I put a plot of three parameters here.

As you can see, of course, there was some kind of structured approach,

but not in all dimensions, not in all parameters.

You can see on this axis, we don't have so many points.

So one of the challenges here was

the limited design space in here, especially the extrapolation control.

JMP Pro comes in very handy.

Let's get into JMP.

I'm going to load up JMP now.

So that is my data table and of course already scripted the report.

This is the profile for that model I chose.

A t this point, I will not go into the details of the modeling.

I assume you already looked at your plots.

You've done, you chosen your models, the parameters for your model correctly.

So how can you use this for your development?

I think that's pretty obvious.

You have here the harvest yield,

which you're interested for your fermenter,

and dependency of all of the parameters which I found significant for this model.

And one way you can use this,

I want to show you a very nice thing you can see with this model.

If you look at the Seed Inoculum,

that is basically the amount of biomass you put in the process.

If you have a low biomass you put in the seed,

it means you're not going to have so much biomass during your whole process.

And you will see that this parameter alone

doesn't have a huge impact on the harvest yield.

But now if you see that moving, if you move that around,

there is a strong interaction with component A in the main fermenter.

So

with less biomass in here you have,

the more component A in the main fermenter you give in,

the more products you will generate.

You can basically say that's a limitation on component A that makes totally sense.

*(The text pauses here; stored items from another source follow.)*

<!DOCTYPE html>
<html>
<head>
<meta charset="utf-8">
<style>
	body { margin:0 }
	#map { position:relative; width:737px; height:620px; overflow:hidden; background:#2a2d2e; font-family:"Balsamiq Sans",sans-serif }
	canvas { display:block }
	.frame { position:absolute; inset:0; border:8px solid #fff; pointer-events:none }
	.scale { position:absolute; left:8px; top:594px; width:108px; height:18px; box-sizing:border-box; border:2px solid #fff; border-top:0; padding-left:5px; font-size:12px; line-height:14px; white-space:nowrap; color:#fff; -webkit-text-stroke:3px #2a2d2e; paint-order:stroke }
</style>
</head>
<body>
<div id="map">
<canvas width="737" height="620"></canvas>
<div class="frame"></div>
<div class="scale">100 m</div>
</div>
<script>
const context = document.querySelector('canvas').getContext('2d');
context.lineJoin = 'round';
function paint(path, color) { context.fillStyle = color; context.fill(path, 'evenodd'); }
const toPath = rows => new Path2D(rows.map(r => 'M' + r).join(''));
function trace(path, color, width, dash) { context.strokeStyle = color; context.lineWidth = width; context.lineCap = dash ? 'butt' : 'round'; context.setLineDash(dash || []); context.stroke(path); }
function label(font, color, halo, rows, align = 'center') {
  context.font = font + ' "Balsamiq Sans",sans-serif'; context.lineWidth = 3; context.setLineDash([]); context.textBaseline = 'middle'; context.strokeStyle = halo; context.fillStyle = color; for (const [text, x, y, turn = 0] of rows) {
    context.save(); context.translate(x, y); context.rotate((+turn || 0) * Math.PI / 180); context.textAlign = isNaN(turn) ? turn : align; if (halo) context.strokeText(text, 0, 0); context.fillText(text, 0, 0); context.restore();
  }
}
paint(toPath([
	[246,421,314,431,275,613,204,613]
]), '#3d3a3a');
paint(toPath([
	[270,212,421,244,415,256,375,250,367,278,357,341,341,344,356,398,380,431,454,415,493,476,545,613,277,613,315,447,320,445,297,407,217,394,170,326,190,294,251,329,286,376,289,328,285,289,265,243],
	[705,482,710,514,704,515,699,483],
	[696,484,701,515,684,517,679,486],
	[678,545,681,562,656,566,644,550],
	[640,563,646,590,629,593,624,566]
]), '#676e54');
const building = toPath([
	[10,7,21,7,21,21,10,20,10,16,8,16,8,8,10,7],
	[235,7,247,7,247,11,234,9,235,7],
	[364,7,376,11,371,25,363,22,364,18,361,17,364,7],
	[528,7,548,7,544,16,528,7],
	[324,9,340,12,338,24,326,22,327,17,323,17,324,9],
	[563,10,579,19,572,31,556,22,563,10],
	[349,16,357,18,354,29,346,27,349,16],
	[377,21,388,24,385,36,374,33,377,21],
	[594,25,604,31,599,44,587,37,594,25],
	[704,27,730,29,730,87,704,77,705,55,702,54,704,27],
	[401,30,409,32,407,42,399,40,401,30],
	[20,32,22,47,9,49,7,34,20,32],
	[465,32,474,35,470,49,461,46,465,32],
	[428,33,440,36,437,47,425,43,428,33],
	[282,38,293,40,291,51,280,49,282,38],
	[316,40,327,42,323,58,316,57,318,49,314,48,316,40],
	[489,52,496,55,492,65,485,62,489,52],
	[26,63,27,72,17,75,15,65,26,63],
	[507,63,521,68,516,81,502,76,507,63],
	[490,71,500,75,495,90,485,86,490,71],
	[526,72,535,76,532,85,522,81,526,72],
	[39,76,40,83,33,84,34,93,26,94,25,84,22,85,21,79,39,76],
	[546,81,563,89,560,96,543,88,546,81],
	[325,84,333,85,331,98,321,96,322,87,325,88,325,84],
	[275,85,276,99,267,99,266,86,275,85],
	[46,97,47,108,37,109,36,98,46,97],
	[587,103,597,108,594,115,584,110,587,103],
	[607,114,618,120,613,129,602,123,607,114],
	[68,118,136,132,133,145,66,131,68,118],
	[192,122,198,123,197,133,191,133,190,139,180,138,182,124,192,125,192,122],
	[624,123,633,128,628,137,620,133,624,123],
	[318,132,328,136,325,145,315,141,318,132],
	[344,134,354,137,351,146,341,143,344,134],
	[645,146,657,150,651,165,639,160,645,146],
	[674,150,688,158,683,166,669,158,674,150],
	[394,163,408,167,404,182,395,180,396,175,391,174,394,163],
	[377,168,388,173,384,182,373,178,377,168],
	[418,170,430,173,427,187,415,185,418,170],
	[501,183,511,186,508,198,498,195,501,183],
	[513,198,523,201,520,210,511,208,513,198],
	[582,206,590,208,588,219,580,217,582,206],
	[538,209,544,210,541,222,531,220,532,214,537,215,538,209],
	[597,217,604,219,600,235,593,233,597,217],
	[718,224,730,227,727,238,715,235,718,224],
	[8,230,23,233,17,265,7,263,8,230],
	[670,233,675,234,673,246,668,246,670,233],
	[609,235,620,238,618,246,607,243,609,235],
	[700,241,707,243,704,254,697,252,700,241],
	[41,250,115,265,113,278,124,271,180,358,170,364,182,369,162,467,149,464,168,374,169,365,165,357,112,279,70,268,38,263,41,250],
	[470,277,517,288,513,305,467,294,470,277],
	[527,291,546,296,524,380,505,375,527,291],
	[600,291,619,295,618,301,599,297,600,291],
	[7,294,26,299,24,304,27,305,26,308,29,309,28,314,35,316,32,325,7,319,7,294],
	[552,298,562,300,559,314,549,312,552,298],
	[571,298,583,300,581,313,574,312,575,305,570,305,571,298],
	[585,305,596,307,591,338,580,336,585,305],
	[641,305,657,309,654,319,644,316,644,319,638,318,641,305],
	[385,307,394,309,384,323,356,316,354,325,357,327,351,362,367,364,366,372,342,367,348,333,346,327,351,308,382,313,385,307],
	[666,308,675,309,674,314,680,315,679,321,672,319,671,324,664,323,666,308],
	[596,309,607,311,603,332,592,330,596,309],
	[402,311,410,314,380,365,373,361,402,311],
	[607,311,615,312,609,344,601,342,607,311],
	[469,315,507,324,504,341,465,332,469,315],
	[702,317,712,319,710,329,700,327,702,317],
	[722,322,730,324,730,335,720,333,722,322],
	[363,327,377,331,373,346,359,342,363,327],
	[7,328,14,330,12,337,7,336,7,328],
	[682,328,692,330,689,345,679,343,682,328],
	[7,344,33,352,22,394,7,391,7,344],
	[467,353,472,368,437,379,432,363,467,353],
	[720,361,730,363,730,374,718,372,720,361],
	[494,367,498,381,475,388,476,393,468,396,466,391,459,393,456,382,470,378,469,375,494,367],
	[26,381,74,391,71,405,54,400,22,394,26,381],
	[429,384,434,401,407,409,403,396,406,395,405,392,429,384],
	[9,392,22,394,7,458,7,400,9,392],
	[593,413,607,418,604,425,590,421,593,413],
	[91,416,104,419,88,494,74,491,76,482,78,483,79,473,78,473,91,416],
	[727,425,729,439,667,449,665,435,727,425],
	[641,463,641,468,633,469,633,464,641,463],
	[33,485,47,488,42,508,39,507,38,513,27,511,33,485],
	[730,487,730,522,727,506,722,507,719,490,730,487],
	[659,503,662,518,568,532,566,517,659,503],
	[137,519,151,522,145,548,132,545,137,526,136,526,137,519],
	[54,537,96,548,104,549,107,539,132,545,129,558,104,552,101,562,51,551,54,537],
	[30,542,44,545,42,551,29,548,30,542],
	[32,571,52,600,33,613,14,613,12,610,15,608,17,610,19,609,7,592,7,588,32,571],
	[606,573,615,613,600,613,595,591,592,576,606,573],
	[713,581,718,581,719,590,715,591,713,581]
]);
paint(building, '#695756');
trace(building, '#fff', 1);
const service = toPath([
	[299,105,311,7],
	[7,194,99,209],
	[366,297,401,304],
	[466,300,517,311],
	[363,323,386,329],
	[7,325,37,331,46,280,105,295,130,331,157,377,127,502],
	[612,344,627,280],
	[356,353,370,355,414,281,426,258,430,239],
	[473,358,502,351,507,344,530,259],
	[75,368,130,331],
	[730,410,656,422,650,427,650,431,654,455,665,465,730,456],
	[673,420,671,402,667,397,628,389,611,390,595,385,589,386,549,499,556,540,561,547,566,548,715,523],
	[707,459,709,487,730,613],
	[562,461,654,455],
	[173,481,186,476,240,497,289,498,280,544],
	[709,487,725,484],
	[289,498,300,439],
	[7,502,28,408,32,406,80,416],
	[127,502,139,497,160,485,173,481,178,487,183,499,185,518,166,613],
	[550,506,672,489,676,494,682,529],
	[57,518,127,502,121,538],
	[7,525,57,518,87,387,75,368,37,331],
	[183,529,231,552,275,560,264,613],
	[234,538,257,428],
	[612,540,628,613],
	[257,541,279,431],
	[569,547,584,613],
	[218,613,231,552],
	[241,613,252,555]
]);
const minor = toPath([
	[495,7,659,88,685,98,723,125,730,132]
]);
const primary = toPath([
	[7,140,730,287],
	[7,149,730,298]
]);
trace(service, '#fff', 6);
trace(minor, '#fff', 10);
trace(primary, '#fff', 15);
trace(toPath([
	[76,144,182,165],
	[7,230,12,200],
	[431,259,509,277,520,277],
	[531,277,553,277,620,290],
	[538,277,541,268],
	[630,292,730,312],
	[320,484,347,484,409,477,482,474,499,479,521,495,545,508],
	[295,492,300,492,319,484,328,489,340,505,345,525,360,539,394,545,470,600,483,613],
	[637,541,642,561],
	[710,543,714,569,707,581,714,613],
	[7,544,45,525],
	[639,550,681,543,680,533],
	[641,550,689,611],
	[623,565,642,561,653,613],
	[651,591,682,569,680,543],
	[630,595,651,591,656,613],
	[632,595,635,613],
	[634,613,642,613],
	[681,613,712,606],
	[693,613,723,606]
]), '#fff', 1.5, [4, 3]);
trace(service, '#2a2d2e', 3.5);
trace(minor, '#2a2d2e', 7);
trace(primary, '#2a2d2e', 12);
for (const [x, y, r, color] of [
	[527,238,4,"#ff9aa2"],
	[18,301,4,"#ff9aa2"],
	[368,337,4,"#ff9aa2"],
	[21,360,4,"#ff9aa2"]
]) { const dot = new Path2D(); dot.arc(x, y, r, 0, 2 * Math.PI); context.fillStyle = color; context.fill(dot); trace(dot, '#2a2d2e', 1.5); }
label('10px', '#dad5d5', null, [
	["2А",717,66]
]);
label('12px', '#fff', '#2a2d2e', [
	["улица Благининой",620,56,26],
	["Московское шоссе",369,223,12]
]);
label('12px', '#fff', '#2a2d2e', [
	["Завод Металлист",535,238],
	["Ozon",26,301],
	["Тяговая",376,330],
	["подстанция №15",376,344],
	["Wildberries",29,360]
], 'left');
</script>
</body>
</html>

Now the interesting thing is the interaction.

If you going to put more biomass into the process, that turns around.

So what happens here?

I have to say you cannot see that here what happens there

because you have a different limit.

Now it gets to the point where it's interesting.

You have to put more data into your model, for instance, online data.

You're going to see that in a different sensor.

That is something I will show you then if we go into the online data analysis.

You can exactly see this behavior there.

And just seeing this was quite obvious for me; an explanation of that was clear.

But just the other day I talked to a monitoring and fermentation engineer

and he just said,

"Having that behavior for that other parameter and temperature,

that's totally clear and we have to look at that."

That's something that I talked about, that common language

that I will be able, as data analyst, to understand some things

but not to the same extent as the fermentation engineer does.

So it's very crucial that everybody has access to this kind of looking at that.

I wanted to talk about Extrapolation Control.

Extrapolation Control comes with JMP Pro 16 and it can be found here.

There are different criterion you can set.

I set it here to the first one that basically is

JMP to stay within the context of the data you have.

If you want to learn more about that,

there's a talk about control extrapolation by Laura Lancaster and Jeremy Ash.

The videos in the community.

They talk a lot about how you can use that

and how are the statistical details behind that.

As you already probably noticed, moving around the parameters,

those traces here move that wasn't there before

and that really gives you an advantage in using the model

because you will not go outside the model, outside of your design space.

You're not going to make a wrong conclusion from your data.

And you can see even JMP splits data here

if it thinks that is not sufficient data there

to do some extracting data from that.

So for limited design space,

Extrapolation Control is very neat way to go.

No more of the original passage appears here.